## [Input data]
_ _ _ _ _
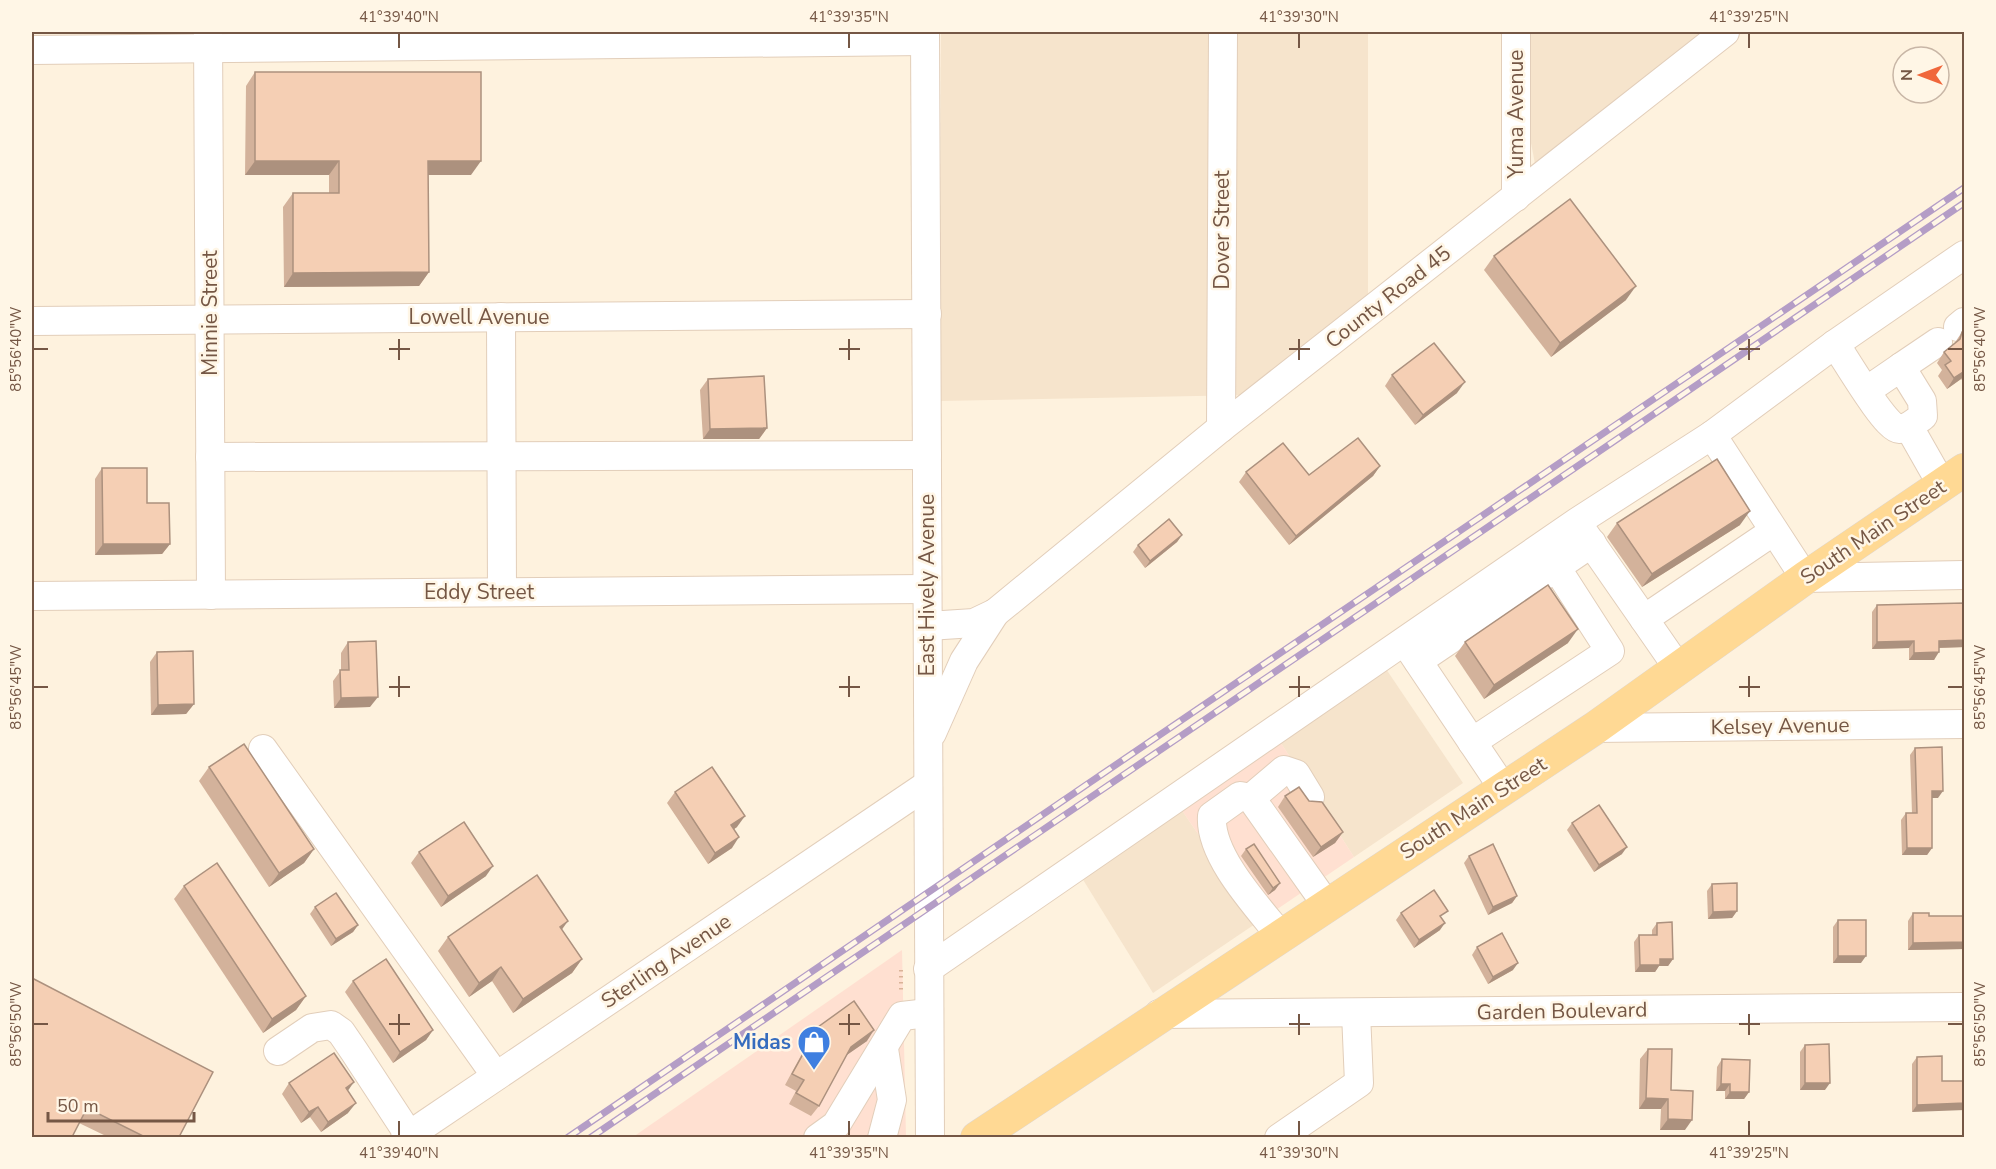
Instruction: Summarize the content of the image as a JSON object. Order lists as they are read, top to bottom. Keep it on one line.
{"streets":{"main road":["South Main Street"],"street":["Yuma Avenue","Dover Street","County Road 45","Minnie Street","Lowell Avenue","East Hively Avenue","Eddy Street","Kelsey Avenue","Sterling Avenue","Garden Boulevard"]},"crossings":[["Yuma Avenue","County Road 45"],["Dover Street","County Road 45"],["County Road 45","East Hively Avenue"],["Minnie Street","Lowell Avenue"],["Minnie Street","Eddy Street"],["Lowell Avenue","East Hively Avenue"],["South Main Street","Kelsey Avenue"],["South Main Street","Garden Boulevard"],["East Hively Avenue","Eddy Street"],["East Hively Avenue","Sterling Avenue"]],"places":{"shop":["Midas"]},"scale_bar":"50 m","north":"left","coordinates":["41°39'40\"N","41°39'35\"N","41°39'30\"N","41°39'25\"N","85°56'40\"W","85°56'45\"W","85°56'50\"W"]}
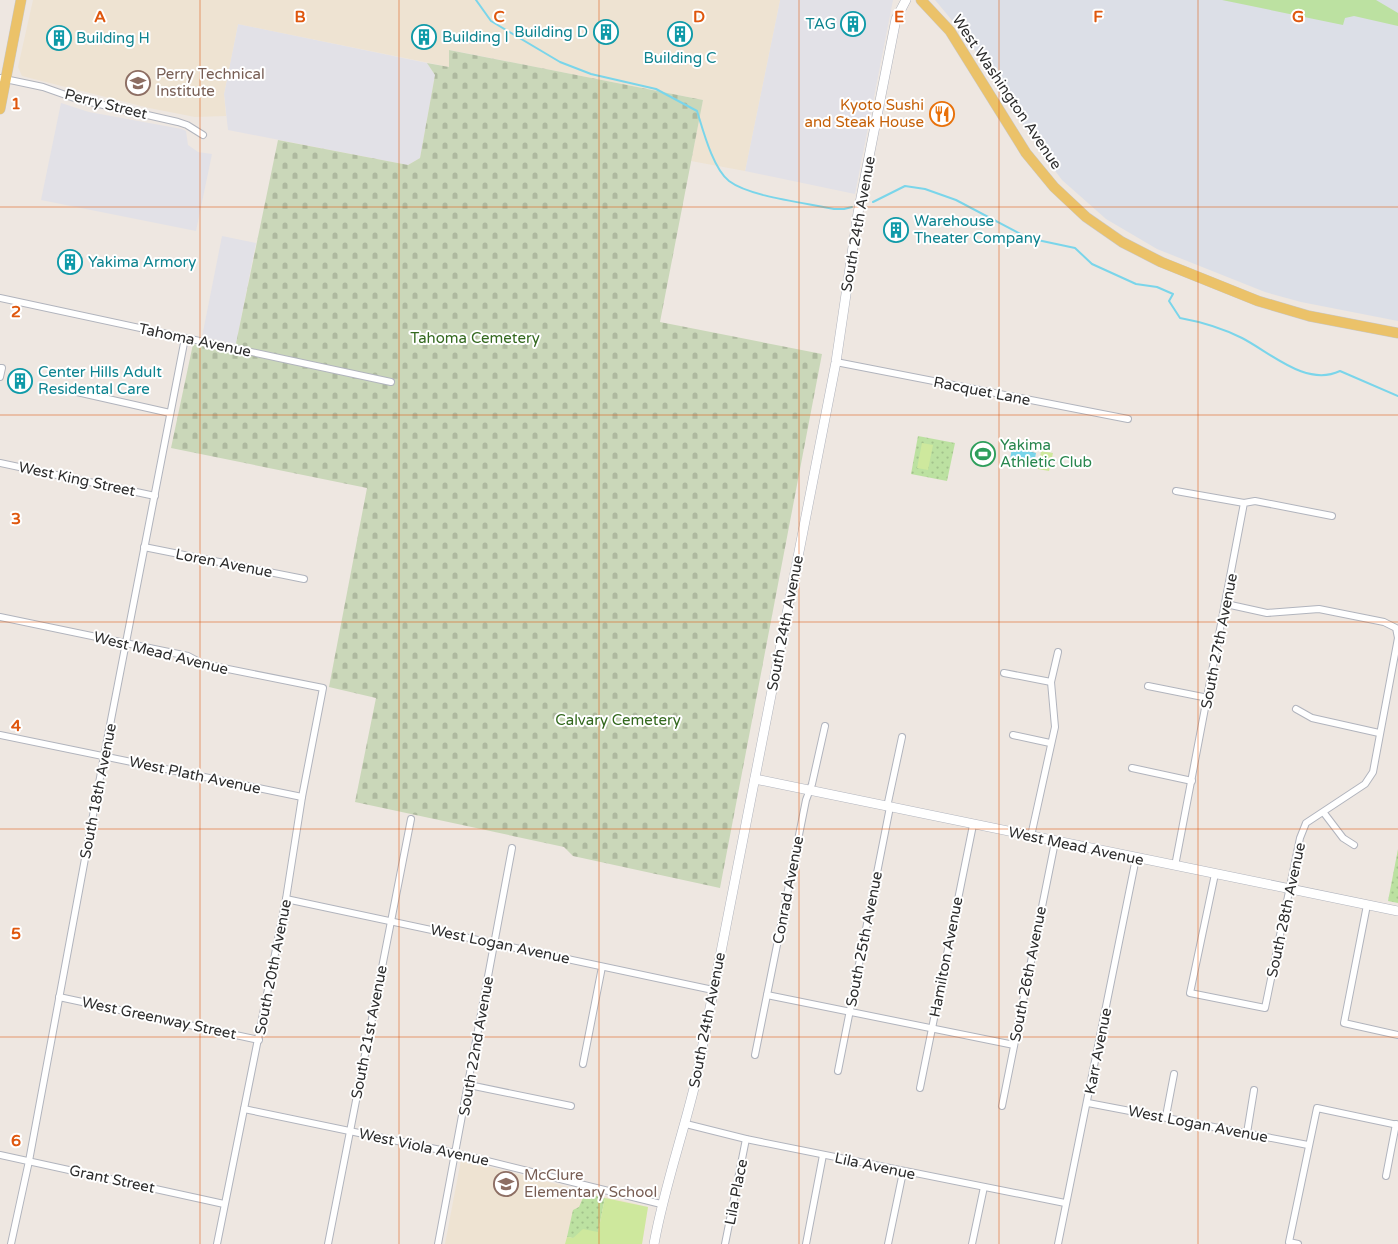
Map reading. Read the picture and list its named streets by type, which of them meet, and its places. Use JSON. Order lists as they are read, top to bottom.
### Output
_ _ _ _ _
## [About this task]
Print, exactly and only, the lines running from the one with "Map reading. Read" to the end of the data above.

## [Your response]
Map reading. Read the picture and list its named streets by type, which of them meet, and its places. Use JSON. Order lists as they are read, top to bottom.
### Output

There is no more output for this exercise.